Taiwanese President Lai Ching-te’s visit to the Pacific islands and his stops in Hawaii and Guam, both US-controlled, was met with criticism from China.
Mao Ning, spokeswoman for the Chinese foreign affairs ministry, said in a statement on Monday that the country will “firmly defend its national sovereignty and territorial integrity,” noting that “Taiwan is an inalienable part of China’s territory.”
Meanwhile, the US consumer price index (CPI) climbed 0.3% month-on-month and 2.7% on an annual basis within expectations, while the country’s producer price index (PPI) increased 0.4% on a monthly basis and 3% year-on-year, surpassing expectations.
The US Dollar Index rose nearly 1% to 106.9 last week.
Despite the increase in the CPI and the PPI fueling hopes that inflation is going down, President-elect Donald Trump’s additional tariff promises on the US’ major trade partners, especially on China, strengthen the estimates that the Fed may cut its policy rate slower than expected.
Meanwhile, China’s annual Central Economic Work Conference concluded last week. Chinese officials stated that the upward trend in the country’s economy has not changed, despite the negative impacts of external conditions and many issues still plaguing the economy.
As for gold, US-based investment bank Goldman Sachs reported that gold prices could exceed $3,000 by the end of 2025 despite the strong dollar due to the expected rate cuts by the Fed and the continuing gold purchases by central banks.
German industrial firm Heraeus said in a recent report that the demand for gold will increase with the possibility of central banks lowering interest rates and the dollar weakening, which could push gold prices to record highs by next year, estimating it to hover around $2,450 to $2,950 per ounce next year, while silver is expected to increase and the platinum market to run a deficit.
Canadian metal recycler Cyclic Metals said it will supply at least 10,000 metric tons of recycled copper to Swiss miner Glencore, while Swedish metal miner Boliden announced it will acquire Canadian miner Lundin Mining’s Swedish and Portuguese mines for $1.45 billion.
Last week, aluminum rose 0.7%, while lead fell 2.5%, nickel 0.8%, and zinc 1.3%. Copper followed a flat course.
As for the energy group, the International Energy Agency (IEA) reported that global oil production increased by about 130,000 per day month-on-month in November to 103.4 million barrels.
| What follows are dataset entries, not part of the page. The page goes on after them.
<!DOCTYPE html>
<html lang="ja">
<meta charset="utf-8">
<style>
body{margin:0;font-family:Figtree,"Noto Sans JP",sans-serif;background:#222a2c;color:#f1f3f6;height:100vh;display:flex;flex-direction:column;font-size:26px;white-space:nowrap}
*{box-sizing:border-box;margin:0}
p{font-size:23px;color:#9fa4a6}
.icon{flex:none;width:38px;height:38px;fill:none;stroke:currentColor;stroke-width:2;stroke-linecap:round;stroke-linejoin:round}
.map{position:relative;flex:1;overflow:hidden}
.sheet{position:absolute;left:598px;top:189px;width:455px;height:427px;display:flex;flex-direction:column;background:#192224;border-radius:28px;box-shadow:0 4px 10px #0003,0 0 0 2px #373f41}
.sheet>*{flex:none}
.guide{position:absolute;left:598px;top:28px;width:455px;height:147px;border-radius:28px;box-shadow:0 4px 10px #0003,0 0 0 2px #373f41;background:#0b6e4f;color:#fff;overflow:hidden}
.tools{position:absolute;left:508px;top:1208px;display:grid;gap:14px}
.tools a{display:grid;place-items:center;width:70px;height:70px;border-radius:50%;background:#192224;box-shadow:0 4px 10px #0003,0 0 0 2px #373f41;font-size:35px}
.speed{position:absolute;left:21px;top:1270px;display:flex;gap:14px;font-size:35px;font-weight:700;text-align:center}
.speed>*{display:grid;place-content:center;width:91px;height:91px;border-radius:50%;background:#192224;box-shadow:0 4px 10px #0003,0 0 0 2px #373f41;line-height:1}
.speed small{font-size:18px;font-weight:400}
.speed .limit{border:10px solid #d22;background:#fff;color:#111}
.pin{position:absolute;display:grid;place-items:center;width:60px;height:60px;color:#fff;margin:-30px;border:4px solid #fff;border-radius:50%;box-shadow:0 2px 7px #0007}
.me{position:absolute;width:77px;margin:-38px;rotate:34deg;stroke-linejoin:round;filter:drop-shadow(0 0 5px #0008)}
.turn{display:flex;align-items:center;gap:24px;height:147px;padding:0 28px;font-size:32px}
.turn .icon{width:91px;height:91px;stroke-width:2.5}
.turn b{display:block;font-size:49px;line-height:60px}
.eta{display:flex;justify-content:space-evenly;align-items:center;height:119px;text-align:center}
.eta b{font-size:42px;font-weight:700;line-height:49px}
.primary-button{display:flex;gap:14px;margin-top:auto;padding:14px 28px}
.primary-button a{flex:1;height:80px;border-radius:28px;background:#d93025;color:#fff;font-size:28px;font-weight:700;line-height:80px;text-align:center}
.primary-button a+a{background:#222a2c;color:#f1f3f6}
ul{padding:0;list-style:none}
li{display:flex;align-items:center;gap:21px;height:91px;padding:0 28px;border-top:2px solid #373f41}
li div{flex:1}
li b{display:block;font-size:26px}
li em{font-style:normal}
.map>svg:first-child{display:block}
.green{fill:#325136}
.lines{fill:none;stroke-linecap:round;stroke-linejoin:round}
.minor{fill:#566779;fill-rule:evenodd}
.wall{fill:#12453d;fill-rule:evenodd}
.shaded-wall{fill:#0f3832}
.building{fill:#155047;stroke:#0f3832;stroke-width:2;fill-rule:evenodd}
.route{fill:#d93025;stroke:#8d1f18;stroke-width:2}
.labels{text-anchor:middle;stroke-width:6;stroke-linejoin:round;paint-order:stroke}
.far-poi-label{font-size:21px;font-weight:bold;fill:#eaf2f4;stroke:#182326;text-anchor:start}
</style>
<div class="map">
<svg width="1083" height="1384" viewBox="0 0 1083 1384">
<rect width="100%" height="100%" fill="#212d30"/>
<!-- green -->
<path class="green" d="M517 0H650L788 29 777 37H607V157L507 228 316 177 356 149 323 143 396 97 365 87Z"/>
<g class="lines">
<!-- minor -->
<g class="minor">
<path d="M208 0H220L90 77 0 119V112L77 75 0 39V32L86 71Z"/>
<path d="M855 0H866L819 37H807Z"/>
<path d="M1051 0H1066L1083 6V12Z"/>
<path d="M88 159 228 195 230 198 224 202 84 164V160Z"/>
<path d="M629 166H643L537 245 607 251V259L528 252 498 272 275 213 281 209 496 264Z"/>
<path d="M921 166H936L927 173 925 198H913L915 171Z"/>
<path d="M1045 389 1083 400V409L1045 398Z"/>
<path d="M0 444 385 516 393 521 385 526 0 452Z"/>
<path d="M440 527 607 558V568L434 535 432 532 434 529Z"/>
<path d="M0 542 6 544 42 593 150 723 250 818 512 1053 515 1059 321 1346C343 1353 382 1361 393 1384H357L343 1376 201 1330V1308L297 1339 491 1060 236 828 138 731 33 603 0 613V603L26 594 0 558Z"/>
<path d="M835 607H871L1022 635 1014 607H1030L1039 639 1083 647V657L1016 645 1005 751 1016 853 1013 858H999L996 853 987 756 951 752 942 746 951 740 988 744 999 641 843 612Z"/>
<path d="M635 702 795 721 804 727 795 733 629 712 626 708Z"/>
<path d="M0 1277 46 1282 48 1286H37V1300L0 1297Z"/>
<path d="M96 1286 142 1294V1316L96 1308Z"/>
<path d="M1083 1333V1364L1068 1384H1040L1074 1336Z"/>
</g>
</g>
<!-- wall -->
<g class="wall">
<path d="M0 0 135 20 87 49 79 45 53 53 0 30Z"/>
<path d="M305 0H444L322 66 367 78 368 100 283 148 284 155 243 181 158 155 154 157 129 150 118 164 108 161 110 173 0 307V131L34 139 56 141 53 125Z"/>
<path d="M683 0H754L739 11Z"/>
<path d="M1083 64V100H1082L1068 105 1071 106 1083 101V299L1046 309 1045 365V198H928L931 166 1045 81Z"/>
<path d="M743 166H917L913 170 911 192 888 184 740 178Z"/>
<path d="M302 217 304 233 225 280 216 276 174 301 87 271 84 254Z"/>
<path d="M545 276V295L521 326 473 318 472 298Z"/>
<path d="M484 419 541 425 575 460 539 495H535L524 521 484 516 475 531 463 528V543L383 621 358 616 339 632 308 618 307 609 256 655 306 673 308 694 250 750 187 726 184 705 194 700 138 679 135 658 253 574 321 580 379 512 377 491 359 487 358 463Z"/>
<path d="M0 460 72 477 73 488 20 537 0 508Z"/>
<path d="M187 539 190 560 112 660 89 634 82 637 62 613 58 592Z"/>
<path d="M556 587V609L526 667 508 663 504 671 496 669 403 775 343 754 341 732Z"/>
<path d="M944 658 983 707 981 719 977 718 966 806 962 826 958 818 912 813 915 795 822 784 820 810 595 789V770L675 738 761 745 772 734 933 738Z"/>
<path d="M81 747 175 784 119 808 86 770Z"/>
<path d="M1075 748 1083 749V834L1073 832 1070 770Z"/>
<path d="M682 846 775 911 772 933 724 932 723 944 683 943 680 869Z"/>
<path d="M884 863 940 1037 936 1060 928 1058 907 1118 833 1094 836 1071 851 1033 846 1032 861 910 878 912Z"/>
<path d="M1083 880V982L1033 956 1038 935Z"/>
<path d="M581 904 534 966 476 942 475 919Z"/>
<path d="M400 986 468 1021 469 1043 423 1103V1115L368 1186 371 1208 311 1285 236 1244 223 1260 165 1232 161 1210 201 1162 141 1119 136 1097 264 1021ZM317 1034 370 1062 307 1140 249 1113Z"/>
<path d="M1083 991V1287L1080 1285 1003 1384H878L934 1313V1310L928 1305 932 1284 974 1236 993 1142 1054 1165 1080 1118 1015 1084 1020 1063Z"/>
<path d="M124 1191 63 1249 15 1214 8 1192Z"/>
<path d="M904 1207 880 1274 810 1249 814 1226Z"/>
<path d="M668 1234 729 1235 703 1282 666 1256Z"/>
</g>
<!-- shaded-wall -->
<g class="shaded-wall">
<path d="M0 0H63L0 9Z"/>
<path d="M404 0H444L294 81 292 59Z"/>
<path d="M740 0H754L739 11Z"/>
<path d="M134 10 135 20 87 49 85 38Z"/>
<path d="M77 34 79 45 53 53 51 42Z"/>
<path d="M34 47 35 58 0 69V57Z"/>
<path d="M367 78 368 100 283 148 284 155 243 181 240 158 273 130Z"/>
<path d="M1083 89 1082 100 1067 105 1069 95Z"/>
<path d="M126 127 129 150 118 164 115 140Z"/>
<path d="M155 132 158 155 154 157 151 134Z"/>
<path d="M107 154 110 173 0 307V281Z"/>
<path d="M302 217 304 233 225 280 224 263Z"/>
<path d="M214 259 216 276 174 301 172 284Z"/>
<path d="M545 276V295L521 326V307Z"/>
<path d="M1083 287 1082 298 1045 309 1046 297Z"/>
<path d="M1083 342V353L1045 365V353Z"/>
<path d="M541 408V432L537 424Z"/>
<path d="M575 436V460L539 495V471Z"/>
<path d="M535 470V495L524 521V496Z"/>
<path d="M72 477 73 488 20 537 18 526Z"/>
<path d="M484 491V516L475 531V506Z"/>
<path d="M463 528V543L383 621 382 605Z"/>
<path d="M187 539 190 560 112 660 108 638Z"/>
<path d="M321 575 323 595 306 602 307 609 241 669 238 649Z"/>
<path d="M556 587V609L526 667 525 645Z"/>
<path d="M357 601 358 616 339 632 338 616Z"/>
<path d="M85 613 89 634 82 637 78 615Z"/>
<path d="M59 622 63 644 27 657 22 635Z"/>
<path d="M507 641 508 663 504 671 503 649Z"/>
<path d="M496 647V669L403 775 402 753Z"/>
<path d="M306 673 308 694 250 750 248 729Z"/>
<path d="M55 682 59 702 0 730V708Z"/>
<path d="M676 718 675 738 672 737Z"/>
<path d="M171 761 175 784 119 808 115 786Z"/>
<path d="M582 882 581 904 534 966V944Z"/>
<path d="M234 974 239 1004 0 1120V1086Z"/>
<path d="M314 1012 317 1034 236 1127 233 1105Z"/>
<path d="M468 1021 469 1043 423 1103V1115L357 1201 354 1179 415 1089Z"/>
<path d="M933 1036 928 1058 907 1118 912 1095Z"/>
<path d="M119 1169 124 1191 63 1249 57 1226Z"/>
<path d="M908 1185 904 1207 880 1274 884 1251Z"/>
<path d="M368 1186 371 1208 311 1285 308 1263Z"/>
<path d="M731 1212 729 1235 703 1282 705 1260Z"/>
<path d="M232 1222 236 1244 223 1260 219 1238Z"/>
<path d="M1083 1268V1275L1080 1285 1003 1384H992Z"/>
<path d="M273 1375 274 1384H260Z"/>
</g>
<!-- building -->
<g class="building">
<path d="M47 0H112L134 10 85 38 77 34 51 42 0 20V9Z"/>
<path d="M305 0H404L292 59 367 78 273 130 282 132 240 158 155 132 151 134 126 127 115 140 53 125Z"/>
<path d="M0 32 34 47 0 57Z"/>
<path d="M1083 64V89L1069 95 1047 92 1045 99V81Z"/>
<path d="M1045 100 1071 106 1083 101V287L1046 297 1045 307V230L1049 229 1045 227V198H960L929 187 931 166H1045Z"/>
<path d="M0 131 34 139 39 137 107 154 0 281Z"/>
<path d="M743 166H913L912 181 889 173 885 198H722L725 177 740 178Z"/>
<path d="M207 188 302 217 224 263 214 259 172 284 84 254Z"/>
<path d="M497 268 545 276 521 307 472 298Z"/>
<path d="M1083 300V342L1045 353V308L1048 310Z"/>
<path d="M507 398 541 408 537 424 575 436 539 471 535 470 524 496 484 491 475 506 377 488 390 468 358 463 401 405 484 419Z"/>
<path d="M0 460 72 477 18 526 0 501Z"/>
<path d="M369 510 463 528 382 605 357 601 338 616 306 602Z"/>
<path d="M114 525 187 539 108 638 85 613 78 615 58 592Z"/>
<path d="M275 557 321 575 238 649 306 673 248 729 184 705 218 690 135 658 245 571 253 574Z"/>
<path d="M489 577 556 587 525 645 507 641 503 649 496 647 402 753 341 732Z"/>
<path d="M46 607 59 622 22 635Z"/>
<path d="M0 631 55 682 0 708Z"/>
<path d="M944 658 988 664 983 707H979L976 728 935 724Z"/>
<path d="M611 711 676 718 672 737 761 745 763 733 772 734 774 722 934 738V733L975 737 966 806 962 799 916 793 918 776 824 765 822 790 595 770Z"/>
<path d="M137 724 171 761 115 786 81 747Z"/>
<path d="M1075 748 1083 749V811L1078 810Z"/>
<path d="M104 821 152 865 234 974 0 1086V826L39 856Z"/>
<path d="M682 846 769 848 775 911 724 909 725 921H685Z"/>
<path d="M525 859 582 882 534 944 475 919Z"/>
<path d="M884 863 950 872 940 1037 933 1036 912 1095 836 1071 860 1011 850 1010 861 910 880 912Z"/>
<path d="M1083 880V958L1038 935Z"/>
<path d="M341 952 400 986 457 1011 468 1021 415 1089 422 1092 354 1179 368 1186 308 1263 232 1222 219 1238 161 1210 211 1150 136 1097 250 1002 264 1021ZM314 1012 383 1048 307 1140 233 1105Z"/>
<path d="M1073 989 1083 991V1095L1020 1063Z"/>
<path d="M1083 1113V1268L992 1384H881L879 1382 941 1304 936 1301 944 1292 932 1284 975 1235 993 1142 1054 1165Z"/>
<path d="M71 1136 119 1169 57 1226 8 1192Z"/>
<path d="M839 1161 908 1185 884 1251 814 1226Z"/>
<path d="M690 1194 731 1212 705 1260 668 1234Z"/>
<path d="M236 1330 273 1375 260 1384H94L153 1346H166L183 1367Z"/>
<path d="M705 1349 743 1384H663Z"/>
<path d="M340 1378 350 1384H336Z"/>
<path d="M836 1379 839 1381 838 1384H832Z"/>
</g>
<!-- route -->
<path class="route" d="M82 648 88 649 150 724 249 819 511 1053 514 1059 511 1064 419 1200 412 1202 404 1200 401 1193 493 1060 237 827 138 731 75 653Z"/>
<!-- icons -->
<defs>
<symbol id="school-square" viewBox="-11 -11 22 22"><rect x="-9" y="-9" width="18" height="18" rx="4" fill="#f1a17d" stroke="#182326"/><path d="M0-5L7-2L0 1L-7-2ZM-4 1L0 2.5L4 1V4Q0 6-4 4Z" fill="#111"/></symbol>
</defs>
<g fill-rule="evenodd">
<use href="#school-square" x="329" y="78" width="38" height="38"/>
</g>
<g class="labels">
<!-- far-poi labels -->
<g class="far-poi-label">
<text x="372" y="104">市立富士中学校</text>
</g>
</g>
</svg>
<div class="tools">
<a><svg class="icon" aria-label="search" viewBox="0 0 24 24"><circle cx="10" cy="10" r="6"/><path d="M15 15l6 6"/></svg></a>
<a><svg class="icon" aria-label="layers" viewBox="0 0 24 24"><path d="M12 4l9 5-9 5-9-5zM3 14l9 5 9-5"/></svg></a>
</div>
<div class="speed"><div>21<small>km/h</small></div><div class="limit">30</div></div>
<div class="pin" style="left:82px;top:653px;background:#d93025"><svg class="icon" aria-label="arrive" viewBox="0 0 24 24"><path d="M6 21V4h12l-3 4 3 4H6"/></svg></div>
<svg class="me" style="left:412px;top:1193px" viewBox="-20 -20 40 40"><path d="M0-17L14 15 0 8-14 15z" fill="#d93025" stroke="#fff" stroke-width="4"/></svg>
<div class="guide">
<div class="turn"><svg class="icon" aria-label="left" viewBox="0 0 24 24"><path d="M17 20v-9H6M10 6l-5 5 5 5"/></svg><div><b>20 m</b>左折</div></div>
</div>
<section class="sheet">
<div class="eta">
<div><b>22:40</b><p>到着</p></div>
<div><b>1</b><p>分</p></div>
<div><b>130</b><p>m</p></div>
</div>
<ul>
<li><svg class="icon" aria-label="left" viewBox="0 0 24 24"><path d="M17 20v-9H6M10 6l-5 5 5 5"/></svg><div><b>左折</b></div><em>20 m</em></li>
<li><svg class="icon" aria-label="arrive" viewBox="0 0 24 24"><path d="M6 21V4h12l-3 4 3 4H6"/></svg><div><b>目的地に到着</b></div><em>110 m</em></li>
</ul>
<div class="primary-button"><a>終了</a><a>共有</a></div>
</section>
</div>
The crude oil supply of OPEC countries increased 180,000 barrels per day to 27.2 million barrels at the same time.
The global oil demand is expected to increase by a little over 1 million barrels per day this year to 103.9 million barrels.
The price of Brent crude oil climbed 0.1% and natural gas 8.8% last week.
Meanwhile, Russia has reportedly halted wheat shipments to Syria due to uncertainties over the new government and delayed payment.
The Grain Industry Association of Western Australia upwardly revised its wheat crop estimates by 5%.
The US Department of Agriculture (USDA) reported that world rice production is estimated to have increased by 3.37 million tons month-on-month to 533.8 million tons, and the end-of-period stock estimates climbed 460,000 tons versus the previous season to 182.6 million tons.
The rice production estimates of the UN’s Food and Agriculture Organization (FAO) fell by 100,000 tons month-on-month to 538.8 million tons, while the end-of-period stocks are estimated to have dropped by 900,000 tons to 204.5 million tons.
Last week, the pound price of wheat fell 0.9%, while corn climbed 0.5%, soybeans 0.2%, and rice 0.5%.
Meanwhile, Brazilian coffee producers, including Dutch JDE Peet’s, plan to raise local prices in early 2025 due to unfavorable weather conditions.
Global coffee prices rose about 80% so far this year, led by droughts in Brazil and Vietnam, while JDE Peet’s is expected to raise prices by an average of 30%. Coffee price increases are expected to affect international consumers by the end of March 2025.
At the same time, the ton price of cocoa ended last week with a surge of 14.7%, close to an all-time high, while the pound price of sugar rose 5% and coffee fell 3.7%.